For heteroresistance, the population analysis profile (PAP) assay is recommended as the gold standard [169]. PAP has been proved to efficiently test the heteroresistance to azoles and echinocandins in C. albicans, C. haemulonii, C. tropicalis, N. glabrata, C. parapsilosis, C. neoformans and S. cerevisiae, etc. [30]. Recently the novel Kirby–Bauer disk diffusion method demonstrated superior diagnostic performance for heteroresistance detection, though the PAP test remains the current standard method [97]. Single-cell assays can also be used in heteroresistance detection. These include techniques such as flow cytometry, single-cell RNA sequencing (scRNA-seq), and microfluidics-based assays, allowing for the analysis of gene expression, cell viability, and drug tolerance in individual fungal cells [170,171]. Though the protocols are lengthier, they may reveal a wide spectrum of adaptation mechanisms [30]. Time-kill assays, conventionally used to monitor the survival of fungal cells over time in the presence of an antifungal drug, can also be used to detect heteroresistance.

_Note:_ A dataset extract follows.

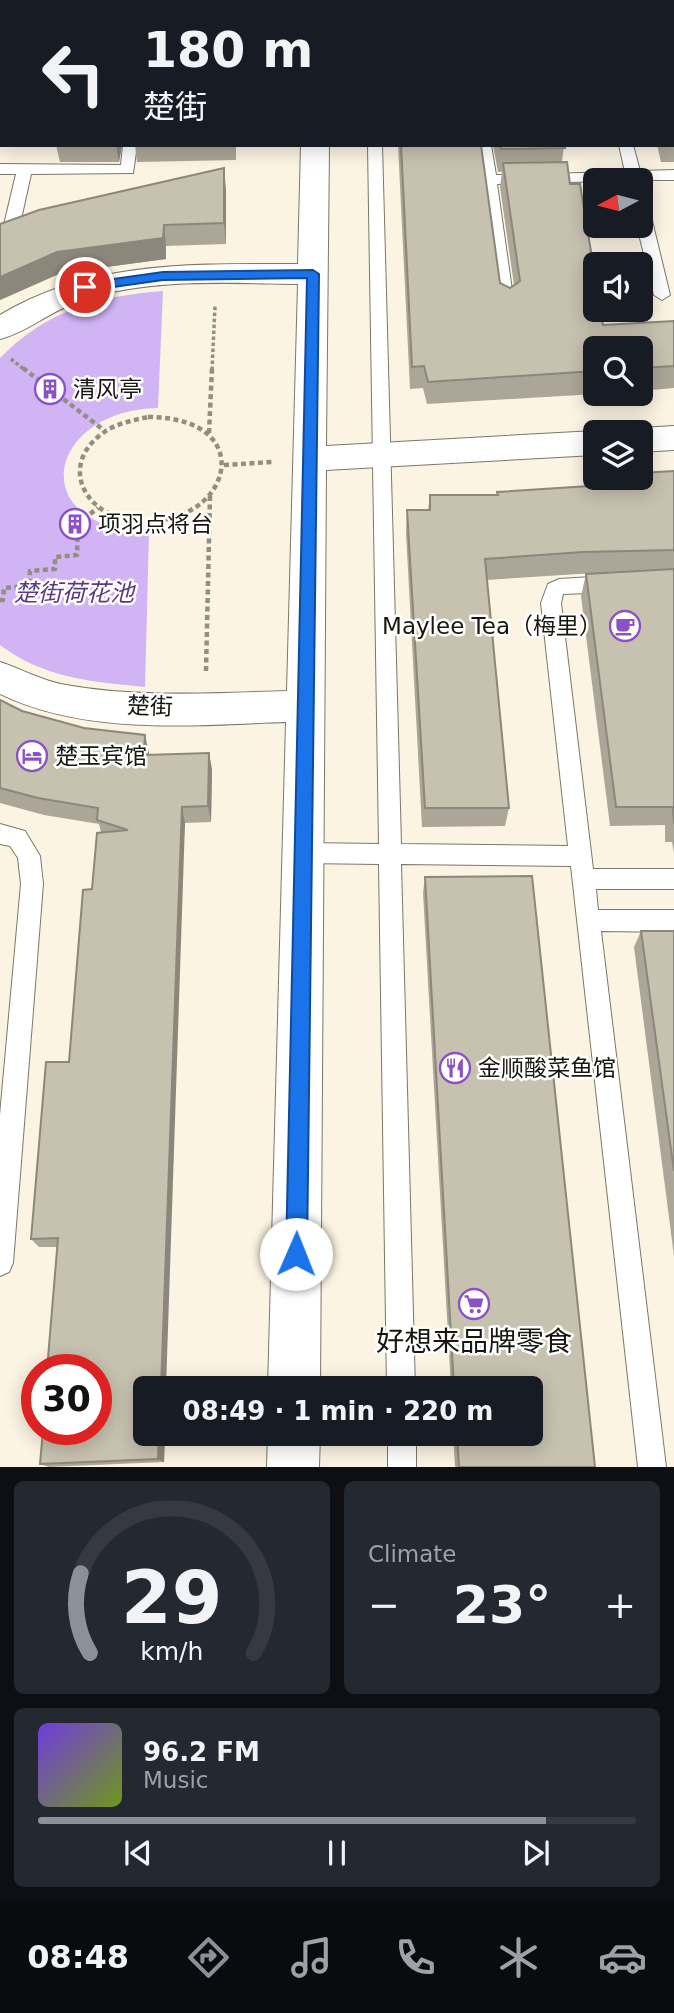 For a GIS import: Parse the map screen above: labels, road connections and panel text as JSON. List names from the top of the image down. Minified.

By measuring the rate of cell death at various time points, this method can identify delayed growth or survival of heteroresistant subpopulations undetected by static MIC assays, and even evaluate the kinetics of heteroresistance and assess whether heteroresistant cells eventually adapt to drug pressure, which makes for wide clinical applicability [172,173,174]. In C. neoformans, time kill assays have been used to study azole and AmB heteroresistance, revealing that subpopulations of cells can survive for prolonged periods despite the presence of high drug concentrations [57]. These make time-kill assays a valuable tool in understanding heteroresistance dynamics.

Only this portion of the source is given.